Important Information: DBfuncs has been merged with DBSheets and moved to DBAddin on sourceforge.net !!!
Introduction
DBFuncs is an Excel-addin for database querying by userdefined
functions. This is opposed to the Excel integrated MS-Query, which is
integrated statically into the worksheet and has some limitations in
terms of querying possibilities and flexibility of constructing
parameterized queries (MS-Query allows parameterized queries only in
simple queries that can be displayed graphically).
Furthermore it includes the possibility for easy filling of so
called "data bound controls" (ComboBoxes and Listboxes) with data from
queries.
DBFuncs has been tested extensively (actually it's in production)
only with Excel XP and MS-SQLserver, other databases (MS Access, MySQL, Oracle,
PostgreSQL, DB2 and Sybase SQLserver) have just been tested with the
associated Testworkbook "DBFuncsTest.xls".
To
use that Testworkbook you'll need the pubs database.
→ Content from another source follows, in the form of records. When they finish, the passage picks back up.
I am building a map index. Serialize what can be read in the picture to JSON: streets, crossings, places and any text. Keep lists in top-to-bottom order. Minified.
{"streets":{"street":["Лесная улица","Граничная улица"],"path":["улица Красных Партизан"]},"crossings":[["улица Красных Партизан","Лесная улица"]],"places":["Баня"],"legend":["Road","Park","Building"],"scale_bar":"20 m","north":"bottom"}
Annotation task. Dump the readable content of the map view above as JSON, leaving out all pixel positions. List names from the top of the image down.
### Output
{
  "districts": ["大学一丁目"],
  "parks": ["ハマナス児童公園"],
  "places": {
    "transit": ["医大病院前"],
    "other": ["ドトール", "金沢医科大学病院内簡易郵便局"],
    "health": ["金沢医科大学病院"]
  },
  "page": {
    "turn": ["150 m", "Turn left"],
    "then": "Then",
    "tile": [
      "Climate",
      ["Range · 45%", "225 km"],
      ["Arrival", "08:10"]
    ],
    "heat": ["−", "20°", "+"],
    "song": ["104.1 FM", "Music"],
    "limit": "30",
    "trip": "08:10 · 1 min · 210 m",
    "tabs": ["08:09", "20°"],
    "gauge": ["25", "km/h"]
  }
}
I have scripts available
for Oracle, Sybase, DB2, PostgreSQL and MySql here (the MS-SQLserver version can be downloaded here).
You
can also download the latest version of DBFuncs from sourceforge, it is distributed under
the GNU Public
License.
There are two principal ways to query data with DBFuncs:
A (fast) list-oriented way using DBListFetch.
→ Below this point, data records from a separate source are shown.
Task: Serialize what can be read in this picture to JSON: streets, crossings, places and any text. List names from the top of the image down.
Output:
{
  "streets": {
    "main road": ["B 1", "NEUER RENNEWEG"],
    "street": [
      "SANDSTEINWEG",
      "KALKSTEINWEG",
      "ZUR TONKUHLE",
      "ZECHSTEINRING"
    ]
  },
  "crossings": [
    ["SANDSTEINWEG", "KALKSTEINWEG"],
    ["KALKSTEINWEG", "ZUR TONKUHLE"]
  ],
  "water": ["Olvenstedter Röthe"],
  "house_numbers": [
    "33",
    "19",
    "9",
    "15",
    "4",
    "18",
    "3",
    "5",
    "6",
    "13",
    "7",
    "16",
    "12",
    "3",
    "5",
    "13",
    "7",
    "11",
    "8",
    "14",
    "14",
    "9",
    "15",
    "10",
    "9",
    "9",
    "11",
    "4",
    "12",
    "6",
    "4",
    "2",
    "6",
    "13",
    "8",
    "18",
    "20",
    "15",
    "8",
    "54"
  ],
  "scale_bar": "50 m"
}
Here the values are entered into a rectangular list starting from the TargetRange cell (similar to MS-Query, actually the QueryTables Object is used to fill the data into the Worksheet).
A record-oriented way using DBRowFetch
Here the values are entered into several ranges given in the Parameter list "TargetArray". Each of these ranges is filled in order of appearance with the results of the query.
These user-defined functions insert the queried data outside their
calling cell context, which means that the target ranges can be put
anywhere in the workbook (even outside of the workbook).
Additionally, some helper functions are available:
"chainCells", which concatenates the values in the
given range together by using "," as separator, thus making the
creation of the select field clause easier.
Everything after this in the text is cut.